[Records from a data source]
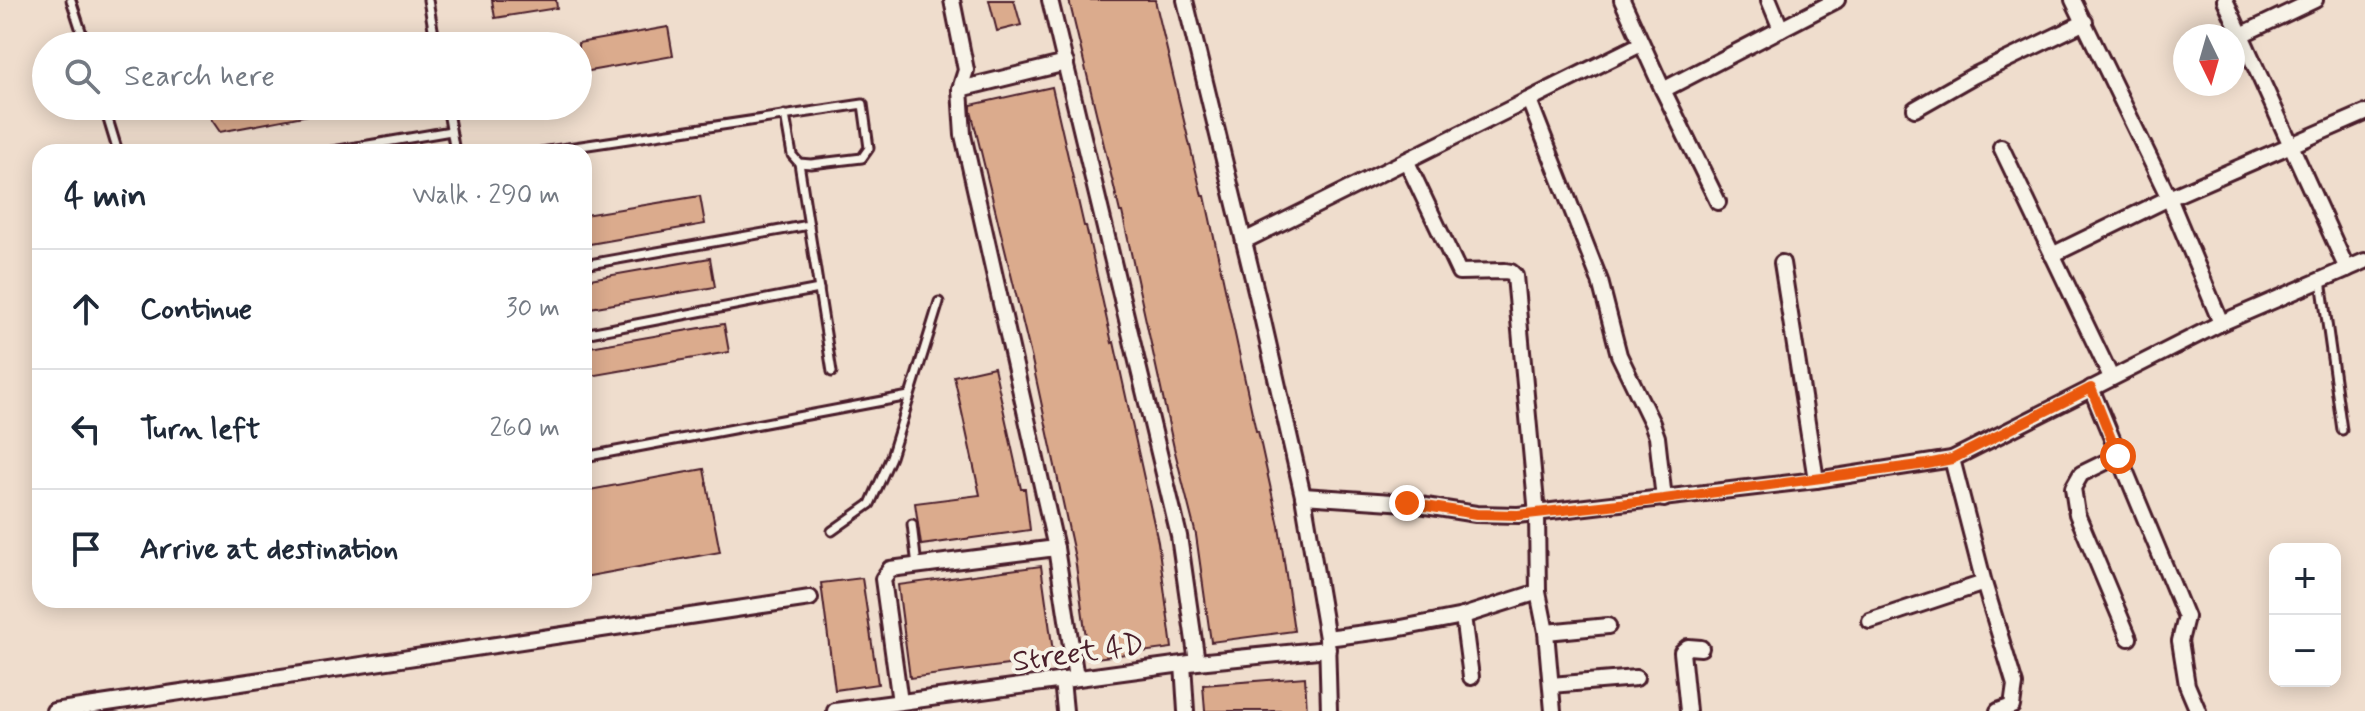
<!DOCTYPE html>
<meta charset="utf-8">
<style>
:root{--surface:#fff;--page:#f6f6f7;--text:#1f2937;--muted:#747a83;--line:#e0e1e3}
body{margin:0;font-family:Mynerve,sans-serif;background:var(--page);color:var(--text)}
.controls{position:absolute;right:24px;bottom:24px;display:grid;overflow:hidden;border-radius:16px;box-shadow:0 4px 20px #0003}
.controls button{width:72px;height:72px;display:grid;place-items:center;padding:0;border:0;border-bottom:2px solid var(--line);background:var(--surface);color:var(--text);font:40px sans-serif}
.compass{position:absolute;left:2173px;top:24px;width:72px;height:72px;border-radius:50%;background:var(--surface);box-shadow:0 4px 20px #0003;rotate:175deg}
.stop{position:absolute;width:24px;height:24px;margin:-18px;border:6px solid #ea580c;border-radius:50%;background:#fff}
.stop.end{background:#ea580c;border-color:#fff;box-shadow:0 2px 8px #0008}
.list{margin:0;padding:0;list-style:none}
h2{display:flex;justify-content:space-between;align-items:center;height:104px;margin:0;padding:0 32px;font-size:34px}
h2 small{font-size:26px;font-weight:400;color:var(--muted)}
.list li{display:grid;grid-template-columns:52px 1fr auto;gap:24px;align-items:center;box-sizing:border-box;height:120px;padding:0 32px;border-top:2px solid var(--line)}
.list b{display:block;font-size:30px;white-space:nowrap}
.list em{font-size:26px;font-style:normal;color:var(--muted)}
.icon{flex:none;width:44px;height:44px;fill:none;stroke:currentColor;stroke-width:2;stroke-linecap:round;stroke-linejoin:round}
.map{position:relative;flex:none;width:2365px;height:711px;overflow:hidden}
.search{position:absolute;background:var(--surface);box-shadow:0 4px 20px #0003;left:32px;top:32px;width:560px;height:88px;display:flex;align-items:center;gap:20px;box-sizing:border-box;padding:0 28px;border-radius:44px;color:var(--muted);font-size:30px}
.panel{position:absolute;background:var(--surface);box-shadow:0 4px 20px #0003;left:32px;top:144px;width:560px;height:464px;border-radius:24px}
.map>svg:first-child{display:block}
</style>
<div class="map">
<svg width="2365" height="711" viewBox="0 0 2365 711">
<rect width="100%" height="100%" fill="#efddcd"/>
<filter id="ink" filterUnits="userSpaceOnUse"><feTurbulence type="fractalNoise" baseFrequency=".0125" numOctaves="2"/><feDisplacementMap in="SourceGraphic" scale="16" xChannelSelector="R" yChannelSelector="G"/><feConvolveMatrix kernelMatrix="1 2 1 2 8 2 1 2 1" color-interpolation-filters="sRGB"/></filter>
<g filter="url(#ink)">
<g fill="#dbab8d" stroke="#4a1f2b" stroke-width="2">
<polygon points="492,0 556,0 557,8 495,18"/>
<polygon points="989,0 1014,0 1021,25 997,31"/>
<polygon points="1069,0 1155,0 1202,196 1205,196 1256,431 1258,431 1279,526 1294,631 1211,642 1196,535 1174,448 1122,212 1120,212"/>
<polygon points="668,27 673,56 578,73 578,43"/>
<polygon points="1052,87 1084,226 1086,226 1112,343 1114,342 1158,542 1172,648 1089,659 1075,558 1032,360 971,111 971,105"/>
<polygon points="211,106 319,106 319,113 220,132 207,113"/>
<polygon points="700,196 705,224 584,245 584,215"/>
<polygon points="710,258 715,287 584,309 584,280"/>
<polygon points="724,324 729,352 584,377 584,348"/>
<polygon points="994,367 1021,489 1025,489 1030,530 921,545 915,503 980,495 954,376"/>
<polygon points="704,469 720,552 584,577 584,491"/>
<polygon points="1041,566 1054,659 910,678 898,585"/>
<polygon points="862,578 878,684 835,690 821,583"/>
<polygon points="1305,677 1307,711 1205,711 1203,685"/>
</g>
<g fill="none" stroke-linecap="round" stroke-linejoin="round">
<g stroke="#4a1f2b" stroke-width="13">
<g id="lane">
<polyline points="71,0 86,46"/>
<polyline points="428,0 436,46"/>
<polyline points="104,106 118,152"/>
<polyline points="447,106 455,152"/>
<polyline points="327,152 451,131"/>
<polyline points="541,152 863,104 869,148 862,158 811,164 799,163 792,155 785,115"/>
<polyline points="799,163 832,372"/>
<polyline points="584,265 809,225"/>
<polyline points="2321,280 2342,430"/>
<polyline points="584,334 819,289"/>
<polyline points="584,457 909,396"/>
<polyline points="912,524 917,566"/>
<polyline points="832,531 870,504 891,457 939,302"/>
</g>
</g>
<g stroke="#4a1f2b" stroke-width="20">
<g id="street">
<polyline points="952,0 966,70 960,89 963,135 1056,548 1076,678"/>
<polyline points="1050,0 1179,536 1197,662"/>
<polyline points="1185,0 1258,299 1303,496 1327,638 1329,711"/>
<polyline points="1622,0 1663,90 1718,202"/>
<polyline points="1769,0 1781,29"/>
<polyline points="2073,0 2169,198 2221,323"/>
<polyline points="2225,0 2241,35"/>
<polyline points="2315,0 2241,35 2347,269"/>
<polyline points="960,89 1066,63"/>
<polyline points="1663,90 1837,0"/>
<polyline points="1529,100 1600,281 1619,355 1652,423 1657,437 1664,499"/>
<polyline points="1915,109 1973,76 2085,22"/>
<polyline points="2001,147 2111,377"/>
<polyline points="1407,162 1459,272 1505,271 1511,272 1515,276 1537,514 1538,592 1546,632 1553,711"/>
<polyline points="1244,241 1641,44"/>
<polyline points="2052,255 2169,198 2365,113"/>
<polyline points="1782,263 1816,480"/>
<polyline points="2091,388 2186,617 2180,641 2187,685 2198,711"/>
<polyline points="2118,456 2081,474 2073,488 2077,514 2129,638"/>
<polyline points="1952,459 1984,583 2015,685 2012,706 1998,711"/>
<polyline points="1303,496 1407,503 1476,514 1518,515 1816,480 1952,459 2221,323 2365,261"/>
<polyline points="1463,616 1471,677"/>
<polyline points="1870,621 1984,583"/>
<polyline points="1546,632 1608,626"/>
<polyline points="1327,638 1396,629 1463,616 1538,592"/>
<polyline points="1183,664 1186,711"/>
<polyline points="1062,680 1065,711"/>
<polyline points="1551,685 1636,678"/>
<polyline points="900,702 883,579 890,569 1056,548"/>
<polyline points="54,711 810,598"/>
<polyline points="835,711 1197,662 1328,649"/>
<polyline points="1688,711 1682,652 1688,647 1701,648"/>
</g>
</g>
<use href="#lane" stroke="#f7f3e8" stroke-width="7"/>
<use href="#street" stroke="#f7f3e8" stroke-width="14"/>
</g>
</g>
<g fill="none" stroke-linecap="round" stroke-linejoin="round" filter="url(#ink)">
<polyline stroke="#ea580c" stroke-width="10" points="1407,503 1476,514 1518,515 1664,499 1927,464 1952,459 2091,388 2118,456"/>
</g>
<g text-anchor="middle" stroke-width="8" stroke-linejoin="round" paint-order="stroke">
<g font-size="30" fill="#4a1f2b" stroke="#f7f3e8">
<text transform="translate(1078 652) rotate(-8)" y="10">Street 4D</text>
</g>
</g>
</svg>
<div class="controls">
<button>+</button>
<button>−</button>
</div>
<svg class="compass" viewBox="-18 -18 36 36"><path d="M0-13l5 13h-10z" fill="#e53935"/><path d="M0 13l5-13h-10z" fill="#747a83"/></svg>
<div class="stop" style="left:2118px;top:456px"></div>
<div class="stop end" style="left:1407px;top:503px"></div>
<div class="search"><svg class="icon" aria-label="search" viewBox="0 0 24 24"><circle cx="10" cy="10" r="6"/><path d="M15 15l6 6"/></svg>Search here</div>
<section class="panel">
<h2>4 min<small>Walk · 290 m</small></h2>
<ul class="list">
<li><svg class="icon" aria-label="ahead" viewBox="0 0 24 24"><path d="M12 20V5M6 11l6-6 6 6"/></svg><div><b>Continue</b></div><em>30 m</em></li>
<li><svg class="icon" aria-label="left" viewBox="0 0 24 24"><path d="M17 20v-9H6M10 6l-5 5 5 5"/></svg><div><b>Turn left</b></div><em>260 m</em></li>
<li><svg class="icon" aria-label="arrive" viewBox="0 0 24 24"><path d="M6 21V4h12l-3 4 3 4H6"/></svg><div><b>Arrive at destination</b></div></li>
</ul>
</section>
</div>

• **Assigned task**:
Go through the entries and filter for lines holding the word "compass"; copy each match.

• **Answer space**:
.compass{position:absolute;left:2173px;top:24px;width:72px;height:72px;border-radius:50%;background:var(--surface);box-shadow:0 4px 20px #0003;rotate:175deg}
<svg class="compass" viewBox="-18 -18 36 36"><path d="M0-13l5 13h-10z" fill="#e53935"/><path d="M0 13l5-13h-10z" fill="#747a83"/></svg>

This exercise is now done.